Exercise description: Find and return every line of the data that contains the word "Math".

Records supplied:

■ ■ ■ ■ ■

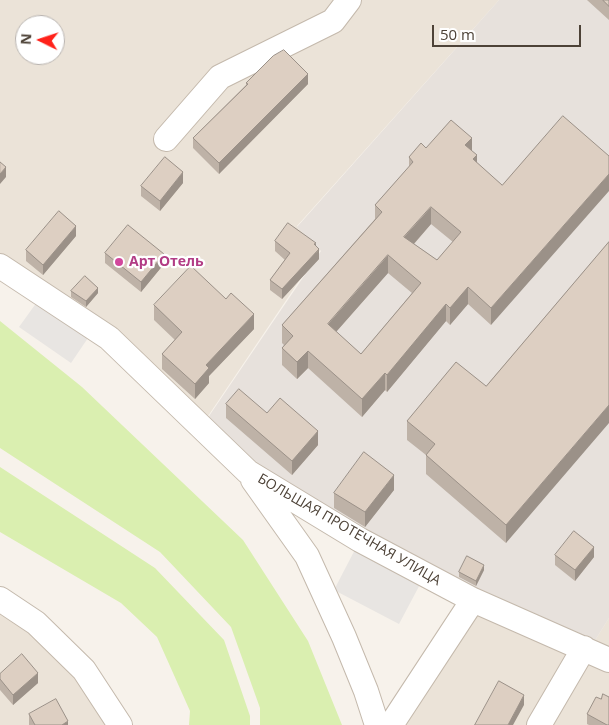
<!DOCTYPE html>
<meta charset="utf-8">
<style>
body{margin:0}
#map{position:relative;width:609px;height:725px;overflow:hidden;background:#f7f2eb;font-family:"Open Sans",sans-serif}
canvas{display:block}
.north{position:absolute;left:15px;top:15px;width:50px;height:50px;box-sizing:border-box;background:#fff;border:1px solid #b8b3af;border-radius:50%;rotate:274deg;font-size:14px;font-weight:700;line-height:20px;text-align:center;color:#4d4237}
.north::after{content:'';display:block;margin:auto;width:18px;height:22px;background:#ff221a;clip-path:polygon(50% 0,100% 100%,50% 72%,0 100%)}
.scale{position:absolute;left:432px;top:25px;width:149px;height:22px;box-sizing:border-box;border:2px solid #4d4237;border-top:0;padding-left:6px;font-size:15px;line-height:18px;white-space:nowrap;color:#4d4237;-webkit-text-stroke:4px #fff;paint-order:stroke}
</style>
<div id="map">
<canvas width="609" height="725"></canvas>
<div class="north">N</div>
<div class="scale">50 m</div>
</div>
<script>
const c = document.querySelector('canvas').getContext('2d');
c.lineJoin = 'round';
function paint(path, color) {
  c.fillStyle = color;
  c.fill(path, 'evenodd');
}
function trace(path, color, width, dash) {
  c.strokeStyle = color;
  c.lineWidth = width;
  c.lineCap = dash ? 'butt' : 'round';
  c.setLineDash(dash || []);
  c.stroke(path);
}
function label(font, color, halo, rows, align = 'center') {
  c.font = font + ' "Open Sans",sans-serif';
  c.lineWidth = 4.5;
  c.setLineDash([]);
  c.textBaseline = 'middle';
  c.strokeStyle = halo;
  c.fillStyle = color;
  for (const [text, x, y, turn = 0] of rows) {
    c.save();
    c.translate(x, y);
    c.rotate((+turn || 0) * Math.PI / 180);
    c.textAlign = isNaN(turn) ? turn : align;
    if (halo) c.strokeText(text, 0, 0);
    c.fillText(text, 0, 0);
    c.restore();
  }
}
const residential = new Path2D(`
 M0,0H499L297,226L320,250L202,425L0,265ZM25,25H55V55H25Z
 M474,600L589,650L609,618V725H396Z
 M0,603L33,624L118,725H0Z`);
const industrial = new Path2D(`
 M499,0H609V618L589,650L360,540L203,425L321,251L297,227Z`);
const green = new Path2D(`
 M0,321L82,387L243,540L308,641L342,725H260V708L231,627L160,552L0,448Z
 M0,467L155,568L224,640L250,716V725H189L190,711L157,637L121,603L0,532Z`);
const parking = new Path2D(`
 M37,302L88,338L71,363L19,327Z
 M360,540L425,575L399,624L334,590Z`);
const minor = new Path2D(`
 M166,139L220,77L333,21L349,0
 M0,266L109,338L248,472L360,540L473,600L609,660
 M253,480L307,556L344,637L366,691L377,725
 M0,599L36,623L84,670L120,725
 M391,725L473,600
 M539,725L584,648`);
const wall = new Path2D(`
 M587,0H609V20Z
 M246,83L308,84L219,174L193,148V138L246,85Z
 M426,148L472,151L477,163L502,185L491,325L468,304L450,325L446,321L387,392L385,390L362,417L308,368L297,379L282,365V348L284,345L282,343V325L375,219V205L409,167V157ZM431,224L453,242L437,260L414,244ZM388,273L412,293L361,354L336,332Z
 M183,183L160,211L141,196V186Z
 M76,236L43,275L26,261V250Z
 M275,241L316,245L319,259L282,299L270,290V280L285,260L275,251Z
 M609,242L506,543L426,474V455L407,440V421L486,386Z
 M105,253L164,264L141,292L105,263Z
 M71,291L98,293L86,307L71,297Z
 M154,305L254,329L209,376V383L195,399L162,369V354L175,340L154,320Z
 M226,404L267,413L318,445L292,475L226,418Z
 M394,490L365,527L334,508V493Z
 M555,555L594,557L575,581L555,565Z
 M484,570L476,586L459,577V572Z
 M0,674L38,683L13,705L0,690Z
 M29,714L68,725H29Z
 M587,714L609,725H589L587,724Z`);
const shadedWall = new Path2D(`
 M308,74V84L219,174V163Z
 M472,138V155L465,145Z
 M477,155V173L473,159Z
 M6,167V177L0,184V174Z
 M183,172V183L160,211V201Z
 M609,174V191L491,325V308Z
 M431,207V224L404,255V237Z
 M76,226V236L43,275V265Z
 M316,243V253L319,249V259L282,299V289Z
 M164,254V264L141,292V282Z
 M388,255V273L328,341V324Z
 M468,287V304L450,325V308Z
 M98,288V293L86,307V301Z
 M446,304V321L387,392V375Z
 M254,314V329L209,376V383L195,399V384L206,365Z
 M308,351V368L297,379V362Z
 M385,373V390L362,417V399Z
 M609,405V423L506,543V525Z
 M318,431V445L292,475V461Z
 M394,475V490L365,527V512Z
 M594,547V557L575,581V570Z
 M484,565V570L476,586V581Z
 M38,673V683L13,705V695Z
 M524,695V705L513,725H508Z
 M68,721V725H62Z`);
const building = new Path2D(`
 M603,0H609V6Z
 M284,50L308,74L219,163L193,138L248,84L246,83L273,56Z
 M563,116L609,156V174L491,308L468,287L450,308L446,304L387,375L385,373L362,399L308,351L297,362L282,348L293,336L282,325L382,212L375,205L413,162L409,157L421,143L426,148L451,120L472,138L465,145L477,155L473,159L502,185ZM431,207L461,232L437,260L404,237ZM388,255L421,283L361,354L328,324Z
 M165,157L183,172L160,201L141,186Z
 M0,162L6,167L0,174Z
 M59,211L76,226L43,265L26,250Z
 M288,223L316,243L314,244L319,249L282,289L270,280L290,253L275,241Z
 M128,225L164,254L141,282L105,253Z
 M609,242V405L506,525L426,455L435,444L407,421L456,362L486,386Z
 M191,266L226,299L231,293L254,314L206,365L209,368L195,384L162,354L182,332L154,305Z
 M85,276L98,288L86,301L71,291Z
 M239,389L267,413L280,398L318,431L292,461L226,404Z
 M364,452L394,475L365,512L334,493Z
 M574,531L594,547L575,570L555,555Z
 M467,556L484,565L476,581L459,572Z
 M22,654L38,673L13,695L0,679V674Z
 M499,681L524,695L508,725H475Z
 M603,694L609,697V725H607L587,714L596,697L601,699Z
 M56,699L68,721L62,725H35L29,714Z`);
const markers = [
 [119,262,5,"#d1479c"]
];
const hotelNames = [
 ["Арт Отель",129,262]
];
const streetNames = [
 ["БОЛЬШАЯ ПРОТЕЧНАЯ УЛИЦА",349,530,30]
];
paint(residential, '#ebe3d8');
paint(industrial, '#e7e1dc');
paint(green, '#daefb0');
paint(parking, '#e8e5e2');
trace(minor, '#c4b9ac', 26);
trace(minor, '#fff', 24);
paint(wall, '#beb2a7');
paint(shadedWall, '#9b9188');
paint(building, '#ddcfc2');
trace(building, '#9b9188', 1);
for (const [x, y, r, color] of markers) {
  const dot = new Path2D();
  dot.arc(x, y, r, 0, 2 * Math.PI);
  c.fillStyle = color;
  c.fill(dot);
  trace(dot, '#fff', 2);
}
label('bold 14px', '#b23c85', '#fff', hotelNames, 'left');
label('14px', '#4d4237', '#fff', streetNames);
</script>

■ ■ ■ ■ ■

Output for this task:
    c.rotate((+turn || 0) * Math.PI / 180);
  dot.arc(x, y, r, 0, 2 * Math.PI);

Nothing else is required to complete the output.